Bankers’ New Strategy: Be like Credit Unions

In the last seven years there has been a 353% increase in S Corp bank charters. Find out why banks are increasingly drawn to Subchapter S status and see if you can spot any similarities to the CU approach.


Are community banks trying to emulate the credit union model? It appears so.

Following the IRS changes to the Subchapter S code in December 1996, banks suddenly became eligible for the new classification. As of March 2004 over 2100 banks are mirroring the credit unions’ tax structure- more than 3.5 times the number operating under this corporate structure in 1997. Approximately one out of every four banks and thrifts with less than $1 billion in assets has chosen to switch to Subchapter S status.

Instead of paying taxes to the federal government, Subchapter S Corporations distribute the net income to shareholders who in turn report and pay taxes on their individual returns. In other words, the flow of payments is identical to that of credit unions. If a Subchapter S Corporation elects to keep its net income as capital, the shareholders’ stock increases by the amount of income recognized by the company. When shareholders do choose to sell their stock, they will recognize a smaller gain than a “C” corporation, thus paying fewer taxes on the sale overall. However, Subchapter S Corporations will still pay taxes on retained earnings while credit unions do not.

The IRS also relaxed in December 1996 certain restrictions that prohibited banks from seeking Subchapter S status. First, it increased the maximum number of shareholders from 35 to 75. Second, the corporation could now own up to 100 percent of another corporation or subsidiary whereas the limit was 80 percent prior to the ruling.

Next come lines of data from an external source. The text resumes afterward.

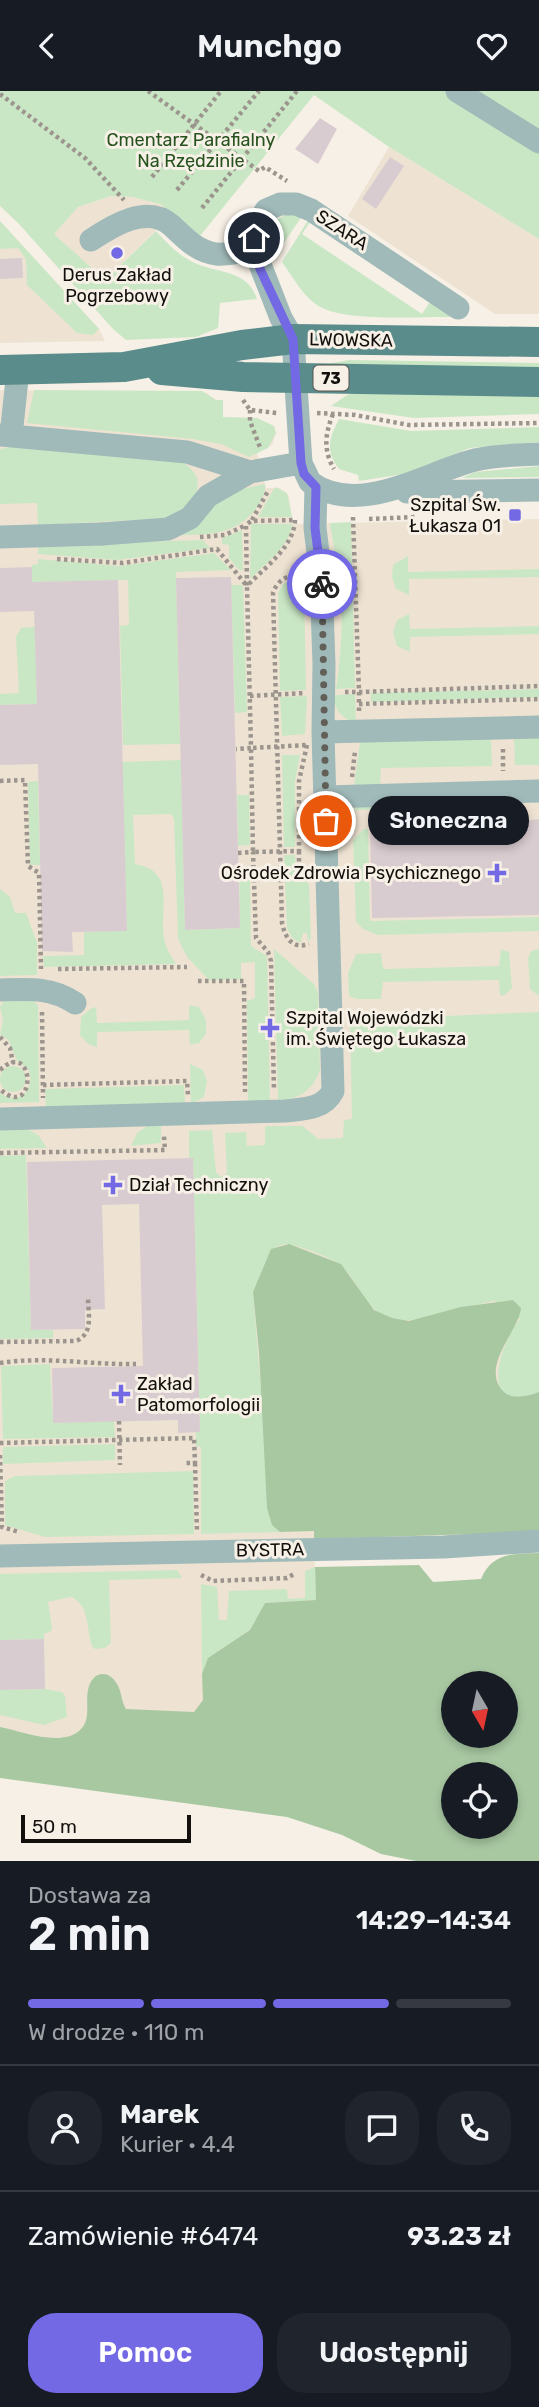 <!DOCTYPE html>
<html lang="pl">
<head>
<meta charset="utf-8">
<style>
	body { margin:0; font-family:Rubik,sans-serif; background:#20242c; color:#f1f3f6; height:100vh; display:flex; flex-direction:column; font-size:26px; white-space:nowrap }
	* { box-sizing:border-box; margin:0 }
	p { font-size:23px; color:#9ea1a6 }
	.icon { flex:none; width:38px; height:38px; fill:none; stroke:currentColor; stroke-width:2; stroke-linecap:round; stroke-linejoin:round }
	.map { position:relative; height:1770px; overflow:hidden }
	.side { display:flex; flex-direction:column; background:#171b24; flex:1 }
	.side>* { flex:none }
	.needle { width:46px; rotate:171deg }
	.buttons { position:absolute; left:441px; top:1580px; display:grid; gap:14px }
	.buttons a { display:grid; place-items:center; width:77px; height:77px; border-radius:50%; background:#171b24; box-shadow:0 4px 10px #0003; font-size:35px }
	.scale { position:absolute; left:21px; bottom:18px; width:170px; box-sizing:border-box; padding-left:7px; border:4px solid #120f0c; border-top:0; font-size:19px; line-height:24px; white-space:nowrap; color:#120f0c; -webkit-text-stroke:5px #f7f0e6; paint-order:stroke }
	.pin { position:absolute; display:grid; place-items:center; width:60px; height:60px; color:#fff; margin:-30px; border:4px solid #fff; border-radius:50%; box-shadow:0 2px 7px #0007 }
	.courier { position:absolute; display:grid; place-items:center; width:70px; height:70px; margin:-35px; border:5px solid #7369e4; border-radius:50%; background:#fff; color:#222; box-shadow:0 2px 9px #0007 }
	.bubble { position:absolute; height:49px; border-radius:24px; background:#171b24; box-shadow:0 4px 10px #0003; font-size:23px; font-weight:600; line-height:49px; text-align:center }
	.head em { font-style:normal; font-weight:600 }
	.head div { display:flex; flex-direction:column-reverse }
	.head { display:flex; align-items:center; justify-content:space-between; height:119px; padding:0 28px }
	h1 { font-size:46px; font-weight:600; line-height:52px }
	.bar { display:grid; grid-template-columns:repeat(4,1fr); gap:10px 7px; align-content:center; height:84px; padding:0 28px }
	.bar i { height:9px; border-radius:5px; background:#363941 }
	.bar .on { background:#7369e4 }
	.bar p { grid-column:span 4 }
	.line { display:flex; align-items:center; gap:18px; padding:0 28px; border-top:2px solid #363941 }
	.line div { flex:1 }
	.round { display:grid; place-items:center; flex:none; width:74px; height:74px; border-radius:28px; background:#20242c }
	.button { display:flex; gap:14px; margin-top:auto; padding:14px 28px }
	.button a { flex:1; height:80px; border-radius:28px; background:#7369e4; color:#fff; font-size:28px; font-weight:600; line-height:80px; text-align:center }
	.button a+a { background:#20242c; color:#f1f3f6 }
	header { display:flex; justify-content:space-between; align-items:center; height:91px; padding:0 28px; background:#171b24; font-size:32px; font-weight:600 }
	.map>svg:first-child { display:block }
	.built { fill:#eee3d2 }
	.green { fill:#cae7c5 }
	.forest { fill:#a8c8a2; fill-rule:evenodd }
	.building { fill:#d9ccd0 }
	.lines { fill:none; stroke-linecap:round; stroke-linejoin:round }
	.path { stroke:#9b958e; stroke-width:4.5; stroke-dasharray:3.5 3.5; stroke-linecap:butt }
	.minor { stroke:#a0bab9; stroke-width:23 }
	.major { stroke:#5a8c8b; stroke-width:30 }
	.minor-bridge { stroke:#a0bab9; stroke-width:23 }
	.done { stroke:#625e58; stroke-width:7; stroke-dasharray:0 12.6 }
	.route { stroke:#7369e4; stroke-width:9 }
	.poi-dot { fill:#7369e4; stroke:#f7f0e6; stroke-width:2.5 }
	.labels { text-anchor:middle; stroke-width:6; stroke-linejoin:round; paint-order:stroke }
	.shield { fill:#f7f0e6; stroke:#57524d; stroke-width:2 }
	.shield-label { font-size:16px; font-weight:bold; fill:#120f0c }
	.park-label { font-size:18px; fill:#26521e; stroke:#f7f0e6 }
	.street-label { font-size:18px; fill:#120f0c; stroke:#f7f0e6 }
	.poi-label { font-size:18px; fill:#120f0c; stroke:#f7f0e6; text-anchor:start }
</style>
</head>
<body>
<header><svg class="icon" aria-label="back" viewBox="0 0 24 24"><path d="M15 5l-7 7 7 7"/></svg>Munchgo<svg class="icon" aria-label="heart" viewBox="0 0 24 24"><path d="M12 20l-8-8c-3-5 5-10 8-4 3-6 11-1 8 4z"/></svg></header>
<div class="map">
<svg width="539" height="1770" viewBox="0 0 539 1770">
	<rect width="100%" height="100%" fill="#f7f0e6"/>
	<path class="built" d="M389 56 539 148V223H495L348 125Z
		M111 105 132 106 160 113 173 123 105 189 53 143 78 116Z
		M0 130 99 238 105 250 0 252Z
		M0 299 207 302 216 309H223V326L257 327 274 335 276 342 272 354 257 362 266 397H280L289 405 292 433 539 428V1441L314 1448 316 1509 270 1605 0 1665Z"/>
	<path class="green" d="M0 0H448L539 58V148L389 56 314 4 200 145 160 113 132 106 111 105 78 116 54 143 105 189 156 140C166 151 176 162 189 169 214 184 247 176 257 208L220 212 218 237 196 246 126 249 113 238 19 133 0 115Z
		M477 0H539V41Z
		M287 124 302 125 271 171C261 150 262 131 287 124Z
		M0 130 99 238 93 244 77 242 27 194 26 168 18 157 0 158Z
		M307 131H310L302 143 422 223 430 211 453 226C420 225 343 232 317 214 302 204 293 186 282 171Z
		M349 269 539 272V278L327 273Z
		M34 299 202 300 216 309H223V326L257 327 274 335 276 342 268 357 249 366 221 353 193 348 27 332Z
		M355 302 539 304V323L414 327 331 315 347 304Z
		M339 328 411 340 539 336V351L470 357 404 383 359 390 358 384 339 378C325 360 329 347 339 328Z
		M11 356 184 372C212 392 192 412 173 427L38 434 37 412 0 413V358Z
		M539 375V386L462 387 475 381Z
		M265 393C266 401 261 411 256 418 234 445 206 444 174 444L204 424 230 401Z
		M275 396 287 402 292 426H258Z
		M351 431 355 597 336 598C345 536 343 496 330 435L331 432Z
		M251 433H292C291 454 264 474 250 488Z
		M242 439 243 479H239L229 467V454L222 453V447Z
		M203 449 210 457 117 469 38 463V454Z
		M214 462 231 479 176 481 180 653 123 654 120 535 129 534 128 489 32 491V474L38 473V468L120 475Z
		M408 465V481L539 478V486L409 488V504L396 498 392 486 393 474Z
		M291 489 300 490 304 495 306 599 280 600 278 502 283 493Z
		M231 494H243L247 621 235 622Z
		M409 523 410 538 539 535V543L410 546V561L397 555 393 541 397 529Z
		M35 536 37 613 0 614V603L19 602 16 546 21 537Z
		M539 598V606L371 611V602Z
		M355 603 356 632C343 627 333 620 335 604Z
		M307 605 305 643 282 645 280 606Z
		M539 646V674H515L514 647Z
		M491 648 492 675 381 677 380 694 354 695 360 651Z
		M282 664H300L295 690V756H284Z
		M181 669 185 839 240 837 239 777 250 776 251 855 267 865 270 1010 248 1011 247 910 255 907V871L241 872V888L209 889 187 866 178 848 174 728 171 723 133 724 135 773C177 780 159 817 164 847 166 857 171 865 176 873L44 876 43 865 84 864V841L127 839 122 671Z
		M38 690 40 774H30L28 691Z
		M237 704H249L250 754 238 755Z
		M492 711 491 717 353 719 359 715Z
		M364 738H368L370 830 539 826V840L378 844 363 838 356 831 353 749Z
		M284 764H295L296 780 309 793 311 847 308 851 307 842H303L301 852 293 848 287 838Z
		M0 798 10 806 15 822H26L37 852V884L0 885Z
		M274 858 314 893 318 902 320 979C313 999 299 1009 278 1009Z
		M501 858 509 861 512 897 504 905 500 904 499 889 383 891 381 908H357L349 905 348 882 356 863 381 862 383 878 499 875Z
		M539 858V904H538L530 898 528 867 531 860Z
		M32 909 38 914 39 1011 0 1012V1002C19 1016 37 998 28 978L17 970 9 950 0 943 3 929 0 916 4 910Z
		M189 914 199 916 206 929V943L199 952 190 954 189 939 97 941V956L88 953 80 944 81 926 90 918 96 916 97 932 189 929Z
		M539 921V1301C477 1326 498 1256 520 1228L494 1210C467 1215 419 1234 393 1228 365 1221 360 1192 341 1174 334 1168 296 1153 286 1153 280 1154 276 1156 271 1159L253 1201 272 1434 280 1441 201 1443V1356L196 1355V1341L200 1340 193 1068 189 1067V1040L212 1039 216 1081 221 1086 227 1082 225 1042 246 1041 247 1055 265 1054V1035H303L318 1048 343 1047 344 1029 352 1028 350 931 353 929Z
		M190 973 203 979 207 990 204 1006 191 1013Z
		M0 988a13 13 0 1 1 26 0a13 13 0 1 1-26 0Z
		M184 994 185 1013 46 1016 45 998Z
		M150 1033H161V1052L131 1055 137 1042Z
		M26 1037 38 1044 47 1057 0 1058V1038Z
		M26 1064 31 1239H53V1247L0 1248V1065Z
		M50 1273 53 1332 114 1330 115 1346 3 1348 1 1275Z
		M115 1353V1369L3 1373V1356Z
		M193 1380 194 1443 45 1446 5 1434V1390L15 1385Z
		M315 1476 316 1509 265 1512 250 1539 208 1567 202 1583 201 1493 217 1496 219 1529H227L229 1500 287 1498 288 1508 305 1507V1480Z
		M177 1479 182 1487 109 1489 111 1552 105 1557 95 1558 92 1555C86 1538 90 1512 70 1506L48 1511 52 1537 51 1540 44 1543V1548L0 1549V1483Z
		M45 1598 62 1601 65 1605 67 1626 44 1634 0 1624V1599Z"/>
	<path class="forest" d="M289 1153 341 1173 374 1219 392 1227 409 1230 461 1216 513 1209 521 1217C519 1240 481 1274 502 1299 511 1310 528 1305 539 1301V1441L314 1448V1440L280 1441 272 1434 267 1417 259 1261 253 1201 271 1158Z
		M539 1462V1770H416L381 1763 342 1744 287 1726 0 1687V1636C21 1640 60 1656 79 1640 92 1629 85 1613 88 1599 91 1581 108 1577 117 1593 122 1601 121 1610 126 1618L194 1621 203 1609 202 1583 208 1567 250 1539 265 1512 316 1509 315 1476 419 1474 433 1491 481 1488C492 1461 513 1463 539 1462ZM453 1592H506V1645H453ZM453 1684H506V1736H453Z"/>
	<path class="building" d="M320 27 337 38 318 73 295 58Z
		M390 66 404 75 376 118 362 108Z
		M22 167 23 187 0 188V168Z
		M32 476V491L118 489 127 840 72 841 73 861 42 860 38 673 0 674V614L37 613 34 520 0 521V477Z
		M231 486 240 837 185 839 176 487Z
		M539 728V824L372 827 370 738 487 736Z
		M193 1067 200 1341 178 1342V1329L53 1332 52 1277 143 1275 139 1113 102 1114 105 1218 85 1219V1238L31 1239 27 1071Z
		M44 1548 45 1598 0 1599V1549Z"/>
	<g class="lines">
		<path class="path" d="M148 0 259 80 265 76 287 90
			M0 3 85 67 124 109
			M152 86 221 0
			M177 99 259 0
			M202 117 297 0
			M243 309 250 319 277 322
			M250 319V330L261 359
			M317 322 355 324 409 334 539 332
			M333 323C325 343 323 359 334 378
			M353 426 359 601 539 595
			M369 428 416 426
			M252 429 268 400
			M295 429C294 456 265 476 247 495L246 434 251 430Z
			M200 446 225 444 246 434
			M57 468 123 472 217 458 247 495 251 657 236 658
			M301 485C288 482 277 490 273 502L282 832C285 846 292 859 309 853
			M345 601H359V613
			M250 605 305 602
			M359 620V613L539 608
			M307 654 299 690V760L253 761 251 657Z
			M503 658V680
			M352 686 355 660
			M0 690 25 689 28 775 39 782 41 878
			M504 721 505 737
			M299 760V777L306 784
			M238 762 253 761 256 847 268 861 271 870 274 999
			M58 878 187 876
			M198 890H244L245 1001
			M42 921 43 1007
			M0 946 10 957 13 972
			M0 979C36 945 37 1032 0 998
			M43 994 187 990 188 1004
			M0 1062 165 1059 164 1045
			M0 1251 76 1250C94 1243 88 1222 88 1206
			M0 1272C45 1265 91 1274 136 1273
			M119 1330 120 1374
			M0 1352 194 1347 195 1372H185
			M0 1364 2 1436 19 1441
			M195 1372 197 1441
			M201 1484 213 1490 287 1487 294 1483"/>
		<path class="minor" d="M457 0 539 51
			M91 149C112 135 147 113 171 134 185 147 196 160 216 163 228 164 242 161 254 158
			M458 217 311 119 296 113H280L266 119 258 133 254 158 281 227 293 248 301 372 310 391C358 427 427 381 475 369 495 364 518 364 539 363
			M0 344 187 361 250 381
			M11 345 18 279
			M407 401 539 399
			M102 443 168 438 190 427 208 405 250 381 301 372
			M323 641 539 636
			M325 706 539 700
			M0 899C28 898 51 896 75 912
			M0 1028 285 1020C304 1018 324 1018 333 1000L323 641 324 573 321 486 315 437 316 395
			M0 1465 444 1456 539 1450"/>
		<path class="major" d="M0 279 124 276 242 254 293 248 539 251
			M162 279 243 286 539 291"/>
		<path class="minor-bridge" d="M0 446 102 443"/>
	</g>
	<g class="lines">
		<path class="done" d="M322 493 326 730"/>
		<path class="route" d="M254 147V158L260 178 293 248 301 372 304 383 316 396 315 437 322 493"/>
	</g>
	<g class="poi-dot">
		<circle cx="117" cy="162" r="7"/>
		<rect x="508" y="417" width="14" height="14" rx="3.5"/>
		<path d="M493.5 771.5h7v7h7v7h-7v7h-7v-7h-7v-7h7z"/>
		<path d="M266.5 926.5h7v7h7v7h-7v7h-7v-7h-7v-7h7z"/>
		<path d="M109.5 1083.5h7v7h7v7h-7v7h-7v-7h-7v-7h7z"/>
		<path d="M117.5 1292.5h7v7h7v7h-7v7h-7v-7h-7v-7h7z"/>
	</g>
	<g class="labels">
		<rect class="shield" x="313.5" y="274.5" width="35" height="25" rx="5"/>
		<g class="shield-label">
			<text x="331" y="293">73</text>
		</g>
		<g class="park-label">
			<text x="191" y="55">Cmentarz Parafialny<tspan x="191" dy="21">Na Rzędzinie</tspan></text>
		</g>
		<g class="street-label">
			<text transform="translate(342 139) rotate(33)" y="6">SZARA</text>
			<text transform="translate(351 249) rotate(1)" y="6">LWOWSKA</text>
			<text transform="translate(270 1459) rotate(-1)" y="6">BYSTRA</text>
		</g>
		<g class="poi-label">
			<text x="117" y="190" text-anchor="middle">Derus Zakład<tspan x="117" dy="21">Pogrzebowy</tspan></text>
			<text x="501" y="420" text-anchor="end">Szpital Św.<tspan x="501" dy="21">Łukasza 01</tspan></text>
			<text x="481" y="788" text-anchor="end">Ośrodek Zdrowia Psychicznego</text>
			<text x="286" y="933">Szpital Wojewódzki<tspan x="286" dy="21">im. Świętego Łukasza</tspan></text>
			<text x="129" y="1100">Dział Techniczny</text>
			<text x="137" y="1299">Zakład<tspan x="137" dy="21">Patomorfologii</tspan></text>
		</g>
	</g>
</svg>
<div class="buttons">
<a><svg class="needle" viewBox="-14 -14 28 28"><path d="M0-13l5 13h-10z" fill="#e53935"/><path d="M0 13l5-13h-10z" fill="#9ea1a6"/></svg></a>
<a><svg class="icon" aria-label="locate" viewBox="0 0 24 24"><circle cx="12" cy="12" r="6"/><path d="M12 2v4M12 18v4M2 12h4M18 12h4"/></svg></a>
</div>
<div class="scale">50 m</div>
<div class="pin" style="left:326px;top:730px;background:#ea580c"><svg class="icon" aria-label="bag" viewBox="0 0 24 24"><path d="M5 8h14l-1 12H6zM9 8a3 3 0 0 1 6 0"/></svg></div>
<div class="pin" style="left:254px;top:147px;background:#1f2937"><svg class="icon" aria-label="home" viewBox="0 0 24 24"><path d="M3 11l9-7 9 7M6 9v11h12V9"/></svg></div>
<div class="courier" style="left:322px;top:493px"><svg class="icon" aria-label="bike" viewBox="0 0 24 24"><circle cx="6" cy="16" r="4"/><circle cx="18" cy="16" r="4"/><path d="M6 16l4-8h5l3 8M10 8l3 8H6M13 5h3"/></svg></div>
<div class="bubble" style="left:368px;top:705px;width:161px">Słoneczna</div>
</div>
<section class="side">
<div class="head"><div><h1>2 min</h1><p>Dostawa za</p></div><em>14:29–14:34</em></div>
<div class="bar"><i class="on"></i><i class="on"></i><i class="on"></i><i></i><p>W drodze · 110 m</p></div>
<div class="line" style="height:126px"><a class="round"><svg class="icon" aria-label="person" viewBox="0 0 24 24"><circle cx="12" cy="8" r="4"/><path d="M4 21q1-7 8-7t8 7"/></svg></a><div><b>Marek</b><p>Kurier · 4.4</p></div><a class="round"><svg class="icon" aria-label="chat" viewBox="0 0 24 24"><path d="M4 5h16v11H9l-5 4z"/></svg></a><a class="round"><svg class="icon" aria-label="phone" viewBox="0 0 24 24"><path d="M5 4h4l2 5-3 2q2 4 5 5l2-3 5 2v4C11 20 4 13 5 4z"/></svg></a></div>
<div class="line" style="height:91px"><div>Zamówienie #6474</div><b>93.23 zł</b></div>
<div class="button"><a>Pomoc</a><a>Udostępnij</a></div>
</section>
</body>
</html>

Look for more banks to pursue Subchapter S status in the next few years to reduce their tax liabilities. The million-dollar question is how this “advantage” will impact banks’ profitability and market share.




July 5, 2004


  • Like the general theme of the story, the following statement made in paragraph three is incorrect and misleading: "In other words, the flow of payments is identical to that of credit unions." A sub S corporation puts the owners name on the flow of payments and net worth, and the net worth becomes part of the owners' personal net worth, much like income from a partnership or limited liability corporation. The sub S ownership interest can later be sold, borrowed against, or transferred to children. Such is not the case with the "ownership" interest in a credit union, it is not perfected and hence fictional. Income taxes are in fact assessed to shareholders of sub S corporations and payable to those who are subject to taxation. Sub S is a tool to reduce or manage income tax liability not forever avoid it. Frankly, it seems many credit union writers are confused about sub S status or seek to mislead readers in an effort to make commonplace profit making business activities seem wrong. Sub S corporations are not trying to emulate the credit union model. Why would a shareholder abandon their equity? Perhaps credit unions, though, should emulate the Sub S model. This is America.